> [SUPPLIED RECORDS]
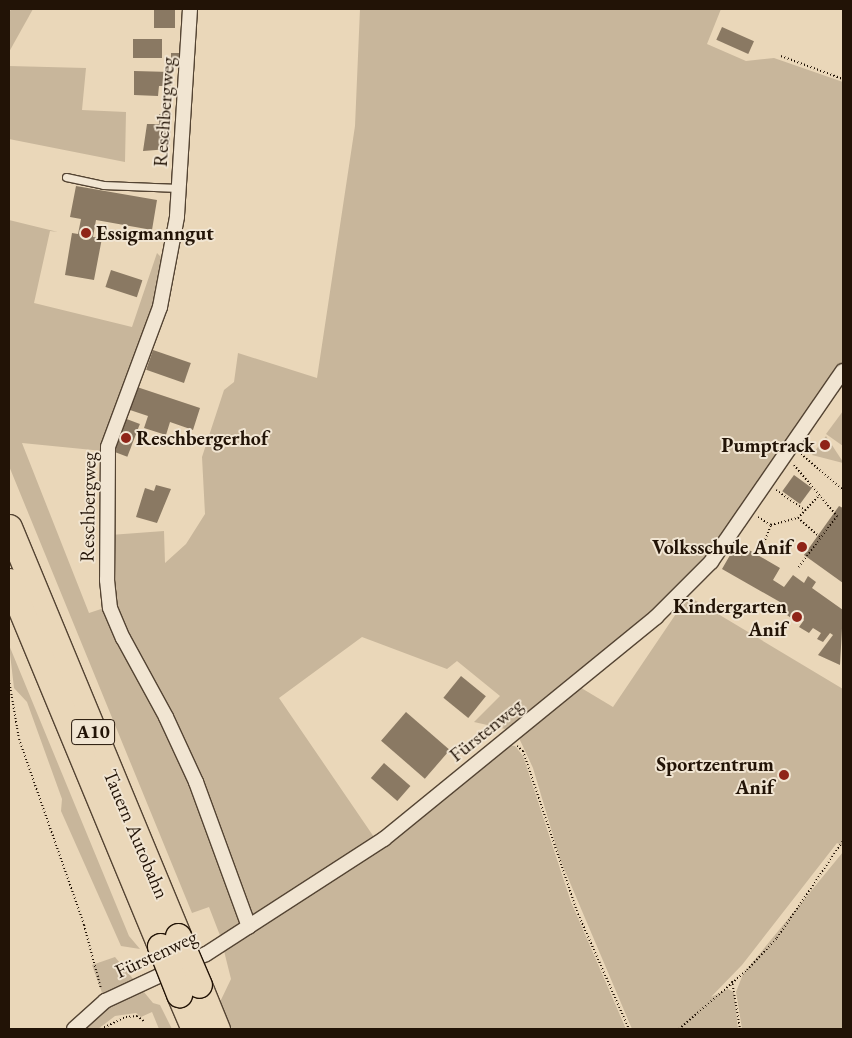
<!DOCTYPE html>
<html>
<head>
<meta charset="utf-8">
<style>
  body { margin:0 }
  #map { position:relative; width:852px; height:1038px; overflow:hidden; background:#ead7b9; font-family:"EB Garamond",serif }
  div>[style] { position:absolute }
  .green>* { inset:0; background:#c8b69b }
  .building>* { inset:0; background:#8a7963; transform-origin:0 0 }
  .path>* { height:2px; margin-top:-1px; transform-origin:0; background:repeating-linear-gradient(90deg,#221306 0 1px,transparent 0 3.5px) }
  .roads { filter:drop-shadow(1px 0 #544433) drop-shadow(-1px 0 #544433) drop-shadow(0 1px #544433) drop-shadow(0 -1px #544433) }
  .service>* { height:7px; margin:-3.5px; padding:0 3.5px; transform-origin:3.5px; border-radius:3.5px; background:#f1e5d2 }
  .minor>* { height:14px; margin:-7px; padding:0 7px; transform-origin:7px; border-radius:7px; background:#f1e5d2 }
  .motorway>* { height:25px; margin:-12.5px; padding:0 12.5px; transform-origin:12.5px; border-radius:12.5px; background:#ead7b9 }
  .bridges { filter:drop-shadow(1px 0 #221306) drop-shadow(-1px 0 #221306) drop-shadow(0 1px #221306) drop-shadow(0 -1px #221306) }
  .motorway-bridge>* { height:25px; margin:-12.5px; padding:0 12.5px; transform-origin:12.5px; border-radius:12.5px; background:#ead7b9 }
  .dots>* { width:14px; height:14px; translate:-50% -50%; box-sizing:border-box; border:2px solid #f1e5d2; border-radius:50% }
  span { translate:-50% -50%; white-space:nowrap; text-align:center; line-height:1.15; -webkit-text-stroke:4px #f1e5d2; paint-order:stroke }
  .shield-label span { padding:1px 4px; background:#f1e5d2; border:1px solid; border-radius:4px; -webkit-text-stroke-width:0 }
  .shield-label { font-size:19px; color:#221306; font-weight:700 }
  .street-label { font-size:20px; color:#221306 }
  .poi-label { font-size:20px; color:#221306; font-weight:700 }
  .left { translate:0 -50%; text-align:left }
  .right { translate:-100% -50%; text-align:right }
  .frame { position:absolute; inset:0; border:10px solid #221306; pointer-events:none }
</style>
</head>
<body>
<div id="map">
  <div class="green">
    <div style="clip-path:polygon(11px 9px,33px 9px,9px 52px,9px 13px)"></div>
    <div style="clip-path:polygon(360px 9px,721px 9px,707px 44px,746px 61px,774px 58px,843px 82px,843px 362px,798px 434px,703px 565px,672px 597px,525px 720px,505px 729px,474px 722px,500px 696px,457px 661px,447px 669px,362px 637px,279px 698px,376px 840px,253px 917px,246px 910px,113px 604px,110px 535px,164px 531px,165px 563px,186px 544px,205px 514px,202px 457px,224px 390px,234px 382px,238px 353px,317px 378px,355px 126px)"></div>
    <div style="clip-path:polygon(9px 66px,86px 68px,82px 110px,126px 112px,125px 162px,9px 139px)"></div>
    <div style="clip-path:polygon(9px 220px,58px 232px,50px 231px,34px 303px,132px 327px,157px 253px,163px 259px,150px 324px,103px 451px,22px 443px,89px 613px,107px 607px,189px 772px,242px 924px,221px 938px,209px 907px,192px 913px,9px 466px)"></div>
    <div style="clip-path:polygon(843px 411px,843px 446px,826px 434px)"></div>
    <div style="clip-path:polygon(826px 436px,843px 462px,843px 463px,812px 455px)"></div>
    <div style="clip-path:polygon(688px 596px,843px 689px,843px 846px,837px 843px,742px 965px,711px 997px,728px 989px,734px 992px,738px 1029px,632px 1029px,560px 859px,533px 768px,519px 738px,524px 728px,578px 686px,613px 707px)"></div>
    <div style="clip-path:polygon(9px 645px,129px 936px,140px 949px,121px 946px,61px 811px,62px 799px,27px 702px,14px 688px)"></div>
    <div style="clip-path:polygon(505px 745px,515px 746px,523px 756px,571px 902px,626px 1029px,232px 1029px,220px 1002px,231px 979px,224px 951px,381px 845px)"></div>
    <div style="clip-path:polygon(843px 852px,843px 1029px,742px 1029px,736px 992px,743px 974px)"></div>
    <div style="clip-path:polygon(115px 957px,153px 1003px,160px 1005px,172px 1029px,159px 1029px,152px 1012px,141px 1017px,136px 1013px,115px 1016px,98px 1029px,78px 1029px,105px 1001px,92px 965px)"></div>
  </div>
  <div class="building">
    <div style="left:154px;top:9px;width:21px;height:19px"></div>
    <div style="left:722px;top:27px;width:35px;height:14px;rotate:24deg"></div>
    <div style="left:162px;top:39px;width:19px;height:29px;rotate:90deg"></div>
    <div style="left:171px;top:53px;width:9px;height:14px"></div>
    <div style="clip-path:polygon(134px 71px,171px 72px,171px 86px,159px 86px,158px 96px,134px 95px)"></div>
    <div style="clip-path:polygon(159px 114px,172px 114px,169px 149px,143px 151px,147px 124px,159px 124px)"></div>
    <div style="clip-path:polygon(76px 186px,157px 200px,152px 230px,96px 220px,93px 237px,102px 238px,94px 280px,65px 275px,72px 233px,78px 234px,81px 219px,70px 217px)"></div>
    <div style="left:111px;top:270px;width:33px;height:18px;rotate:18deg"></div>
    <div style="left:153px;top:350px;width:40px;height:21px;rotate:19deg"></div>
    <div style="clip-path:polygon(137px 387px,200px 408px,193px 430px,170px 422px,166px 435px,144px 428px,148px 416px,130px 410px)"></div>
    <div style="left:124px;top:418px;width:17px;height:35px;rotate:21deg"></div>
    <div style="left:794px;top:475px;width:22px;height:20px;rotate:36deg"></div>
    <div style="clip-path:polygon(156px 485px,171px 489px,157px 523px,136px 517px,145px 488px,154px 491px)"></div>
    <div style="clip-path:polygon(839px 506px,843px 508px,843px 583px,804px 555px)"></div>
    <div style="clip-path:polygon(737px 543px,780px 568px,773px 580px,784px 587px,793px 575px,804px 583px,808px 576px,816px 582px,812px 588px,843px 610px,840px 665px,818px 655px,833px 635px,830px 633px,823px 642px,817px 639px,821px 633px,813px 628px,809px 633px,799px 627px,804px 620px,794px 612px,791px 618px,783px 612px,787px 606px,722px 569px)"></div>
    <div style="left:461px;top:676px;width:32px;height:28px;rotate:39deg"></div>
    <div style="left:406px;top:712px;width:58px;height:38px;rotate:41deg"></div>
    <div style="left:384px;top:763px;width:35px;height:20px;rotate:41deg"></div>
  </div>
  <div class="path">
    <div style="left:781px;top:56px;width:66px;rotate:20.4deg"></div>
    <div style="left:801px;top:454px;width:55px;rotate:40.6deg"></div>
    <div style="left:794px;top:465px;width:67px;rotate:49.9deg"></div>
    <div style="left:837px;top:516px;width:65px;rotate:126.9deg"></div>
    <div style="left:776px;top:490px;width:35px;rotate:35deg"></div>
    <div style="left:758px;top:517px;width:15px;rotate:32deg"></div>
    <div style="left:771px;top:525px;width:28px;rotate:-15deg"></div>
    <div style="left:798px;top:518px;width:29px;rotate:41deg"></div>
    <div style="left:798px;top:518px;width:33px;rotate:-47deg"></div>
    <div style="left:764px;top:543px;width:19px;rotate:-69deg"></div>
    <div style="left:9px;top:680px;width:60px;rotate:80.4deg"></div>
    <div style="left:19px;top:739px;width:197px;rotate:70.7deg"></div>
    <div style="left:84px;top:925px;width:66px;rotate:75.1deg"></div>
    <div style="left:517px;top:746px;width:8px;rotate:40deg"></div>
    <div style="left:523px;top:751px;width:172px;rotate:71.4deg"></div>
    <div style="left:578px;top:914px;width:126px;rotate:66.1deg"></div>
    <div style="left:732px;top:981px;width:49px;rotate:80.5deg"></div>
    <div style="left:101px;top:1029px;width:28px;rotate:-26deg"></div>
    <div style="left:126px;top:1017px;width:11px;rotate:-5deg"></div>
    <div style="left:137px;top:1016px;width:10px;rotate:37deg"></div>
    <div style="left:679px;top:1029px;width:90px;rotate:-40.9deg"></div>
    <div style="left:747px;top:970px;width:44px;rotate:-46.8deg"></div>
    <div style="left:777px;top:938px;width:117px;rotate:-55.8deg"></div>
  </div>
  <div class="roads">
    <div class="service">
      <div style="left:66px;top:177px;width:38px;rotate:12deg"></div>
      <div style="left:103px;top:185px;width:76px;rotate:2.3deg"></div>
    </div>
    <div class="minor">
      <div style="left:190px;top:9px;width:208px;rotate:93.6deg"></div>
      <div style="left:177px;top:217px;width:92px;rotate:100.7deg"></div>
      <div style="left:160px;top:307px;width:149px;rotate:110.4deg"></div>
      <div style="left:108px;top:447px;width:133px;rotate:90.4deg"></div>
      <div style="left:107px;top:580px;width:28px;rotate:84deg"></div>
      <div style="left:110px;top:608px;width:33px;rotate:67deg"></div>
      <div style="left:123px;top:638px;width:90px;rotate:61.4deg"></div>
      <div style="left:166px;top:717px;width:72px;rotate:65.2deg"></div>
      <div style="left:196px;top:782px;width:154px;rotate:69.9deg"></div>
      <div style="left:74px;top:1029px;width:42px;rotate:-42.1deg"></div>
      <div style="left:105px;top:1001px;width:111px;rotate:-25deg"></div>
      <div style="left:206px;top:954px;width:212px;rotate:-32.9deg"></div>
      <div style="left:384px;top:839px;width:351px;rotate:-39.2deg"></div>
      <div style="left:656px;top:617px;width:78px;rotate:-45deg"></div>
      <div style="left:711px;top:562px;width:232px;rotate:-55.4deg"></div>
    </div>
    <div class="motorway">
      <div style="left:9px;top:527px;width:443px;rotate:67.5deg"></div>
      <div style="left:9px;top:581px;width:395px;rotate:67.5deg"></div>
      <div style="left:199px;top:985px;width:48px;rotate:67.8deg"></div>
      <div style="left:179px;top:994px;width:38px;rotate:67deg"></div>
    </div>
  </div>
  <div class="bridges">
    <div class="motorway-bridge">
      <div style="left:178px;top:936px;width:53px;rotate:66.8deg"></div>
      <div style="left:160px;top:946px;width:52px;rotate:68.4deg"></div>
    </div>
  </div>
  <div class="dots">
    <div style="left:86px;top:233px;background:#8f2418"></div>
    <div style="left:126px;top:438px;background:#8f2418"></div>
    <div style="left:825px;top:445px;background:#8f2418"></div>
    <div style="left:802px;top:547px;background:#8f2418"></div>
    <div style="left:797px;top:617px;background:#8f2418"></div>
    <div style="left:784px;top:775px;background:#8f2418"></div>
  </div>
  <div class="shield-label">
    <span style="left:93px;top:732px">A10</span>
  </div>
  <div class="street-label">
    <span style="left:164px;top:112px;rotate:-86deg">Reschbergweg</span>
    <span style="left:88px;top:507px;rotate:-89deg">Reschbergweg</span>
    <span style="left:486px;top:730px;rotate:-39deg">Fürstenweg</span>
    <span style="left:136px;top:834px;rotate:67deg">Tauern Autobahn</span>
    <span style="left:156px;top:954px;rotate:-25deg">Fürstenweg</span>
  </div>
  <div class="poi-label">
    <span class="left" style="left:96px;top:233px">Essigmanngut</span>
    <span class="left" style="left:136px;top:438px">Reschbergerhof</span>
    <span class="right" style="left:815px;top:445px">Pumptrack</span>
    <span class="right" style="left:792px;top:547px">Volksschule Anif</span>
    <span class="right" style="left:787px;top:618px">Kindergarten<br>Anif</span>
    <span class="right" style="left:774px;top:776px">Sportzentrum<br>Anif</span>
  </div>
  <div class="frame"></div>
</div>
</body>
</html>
---
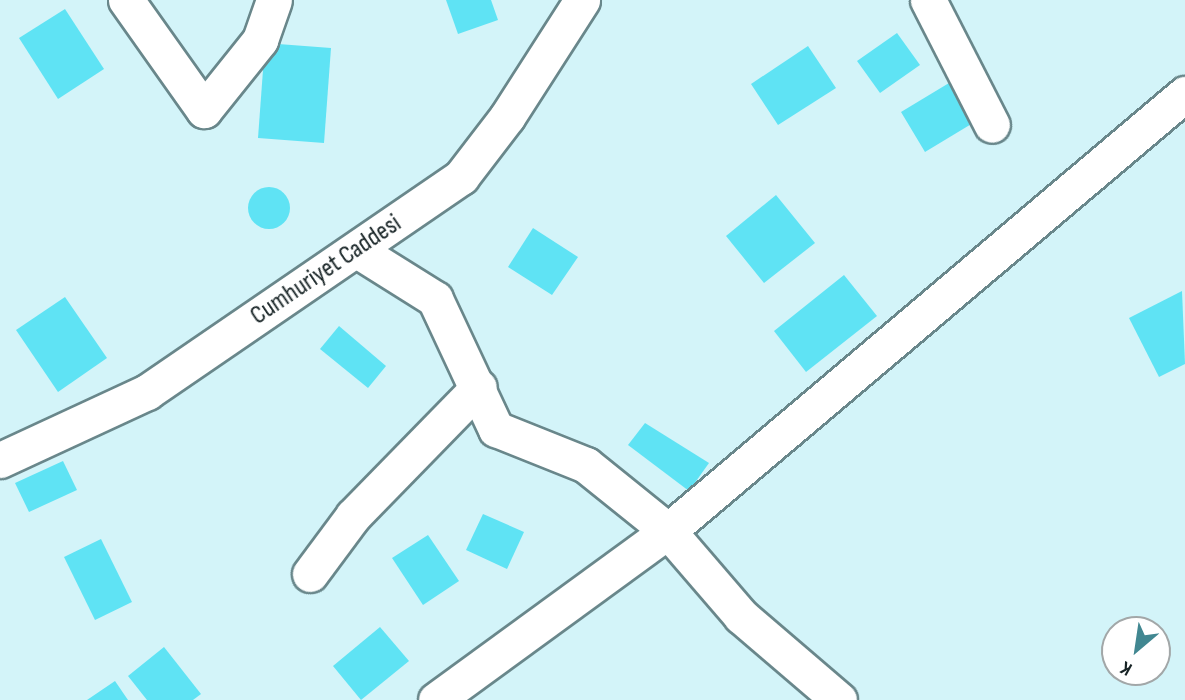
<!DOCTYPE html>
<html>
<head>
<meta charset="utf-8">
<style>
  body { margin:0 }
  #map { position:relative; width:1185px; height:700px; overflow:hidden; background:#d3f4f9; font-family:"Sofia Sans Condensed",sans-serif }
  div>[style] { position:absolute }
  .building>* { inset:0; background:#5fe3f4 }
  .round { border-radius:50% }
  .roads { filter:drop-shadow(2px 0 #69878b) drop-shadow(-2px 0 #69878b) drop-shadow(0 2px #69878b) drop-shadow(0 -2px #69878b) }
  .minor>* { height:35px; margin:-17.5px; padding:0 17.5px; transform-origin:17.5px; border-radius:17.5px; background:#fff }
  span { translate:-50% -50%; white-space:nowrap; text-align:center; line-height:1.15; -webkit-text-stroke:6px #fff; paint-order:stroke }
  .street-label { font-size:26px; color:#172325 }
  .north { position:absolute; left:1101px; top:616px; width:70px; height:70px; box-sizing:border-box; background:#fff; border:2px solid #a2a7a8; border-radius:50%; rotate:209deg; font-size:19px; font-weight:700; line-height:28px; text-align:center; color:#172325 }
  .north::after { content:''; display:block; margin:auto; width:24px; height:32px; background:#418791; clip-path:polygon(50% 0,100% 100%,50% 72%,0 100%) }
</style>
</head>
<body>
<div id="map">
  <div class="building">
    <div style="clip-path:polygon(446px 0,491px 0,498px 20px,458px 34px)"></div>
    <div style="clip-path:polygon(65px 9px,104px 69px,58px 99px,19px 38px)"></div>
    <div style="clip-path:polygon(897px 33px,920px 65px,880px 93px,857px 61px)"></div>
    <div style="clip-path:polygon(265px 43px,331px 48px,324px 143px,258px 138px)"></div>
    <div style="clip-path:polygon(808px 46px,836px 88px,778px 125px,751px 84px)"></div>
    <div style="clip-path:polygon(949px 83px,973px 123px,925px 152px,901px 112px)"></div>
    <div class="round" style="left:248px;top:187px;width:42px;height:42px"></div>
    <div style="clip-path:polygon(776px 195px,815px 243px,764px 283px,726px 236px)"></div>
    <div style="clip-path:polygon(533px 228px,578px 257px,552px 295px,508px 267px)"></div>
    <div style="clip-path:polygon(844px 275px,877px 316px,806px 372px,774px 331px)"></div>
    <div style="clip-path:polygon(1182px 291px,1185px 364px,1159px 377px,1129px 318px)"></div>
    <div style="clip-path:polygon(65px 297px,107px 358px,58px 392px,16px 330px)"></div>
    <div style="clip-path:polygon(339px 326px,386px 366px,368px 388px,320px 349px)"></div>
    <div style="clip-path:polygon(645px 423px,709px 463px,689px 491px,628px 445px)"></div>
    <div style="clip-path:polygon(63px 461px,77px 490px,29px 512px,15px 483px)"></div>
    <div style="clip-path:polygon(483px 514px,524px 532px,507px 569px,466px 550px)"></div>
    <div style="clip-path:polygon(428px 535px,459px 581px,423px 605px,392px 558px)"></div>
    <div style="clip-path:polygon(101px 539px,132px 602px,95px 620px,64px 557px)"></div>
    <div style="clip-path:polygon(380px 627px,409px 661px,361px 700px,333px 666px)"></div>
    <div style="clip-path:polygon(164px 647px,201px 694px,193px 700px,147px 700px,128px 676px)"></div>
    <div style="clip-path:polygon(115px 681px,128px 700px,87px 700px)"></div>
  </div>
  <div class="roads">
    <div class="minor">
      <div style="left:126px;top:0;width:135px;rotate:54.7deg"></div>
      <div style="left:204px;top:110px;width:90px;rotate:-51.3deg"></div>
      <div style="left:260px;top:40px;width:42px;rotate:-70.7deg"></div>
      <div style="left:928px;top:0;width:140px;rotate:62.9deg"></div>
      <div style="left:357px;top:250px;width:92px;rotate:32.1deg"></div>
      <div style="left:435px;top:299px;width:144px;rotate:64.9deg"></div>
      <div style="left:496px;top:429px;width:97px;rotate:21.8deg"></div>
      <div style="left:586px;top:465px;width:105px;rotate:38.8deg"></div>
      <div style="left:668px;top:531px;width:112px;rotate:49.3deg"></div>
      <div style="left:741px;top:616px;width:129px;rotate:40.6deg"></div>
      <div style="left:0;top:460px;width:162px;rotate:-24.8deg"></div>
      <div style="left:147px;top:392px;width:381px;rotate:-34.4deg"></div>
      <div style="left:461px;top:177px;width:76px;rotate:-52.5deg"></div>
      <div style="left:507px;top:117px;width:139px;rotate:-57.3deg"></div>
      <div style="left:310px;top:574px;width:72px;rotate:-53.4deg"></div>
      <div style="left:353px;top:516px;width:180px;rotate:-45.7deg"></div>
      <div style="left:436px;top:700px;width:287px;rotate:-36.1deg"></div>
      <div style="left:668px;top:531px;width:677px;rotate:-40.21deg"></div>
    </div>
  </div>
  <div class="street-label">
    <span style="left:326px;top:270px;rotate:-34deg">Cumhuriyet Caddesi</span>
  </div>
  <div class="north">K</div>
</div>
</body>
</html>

> [WORK REQUIRED]
When the word "service" shows up in a line of the entries, pull that line out.

> [FINISHED TASK]
  .service>* { height:7px; margin:-3.5px; padding:0 3.5px; transform-origin:3.5px; border-radius:3.5px; background:#f1e5d2 }
    <div class="service">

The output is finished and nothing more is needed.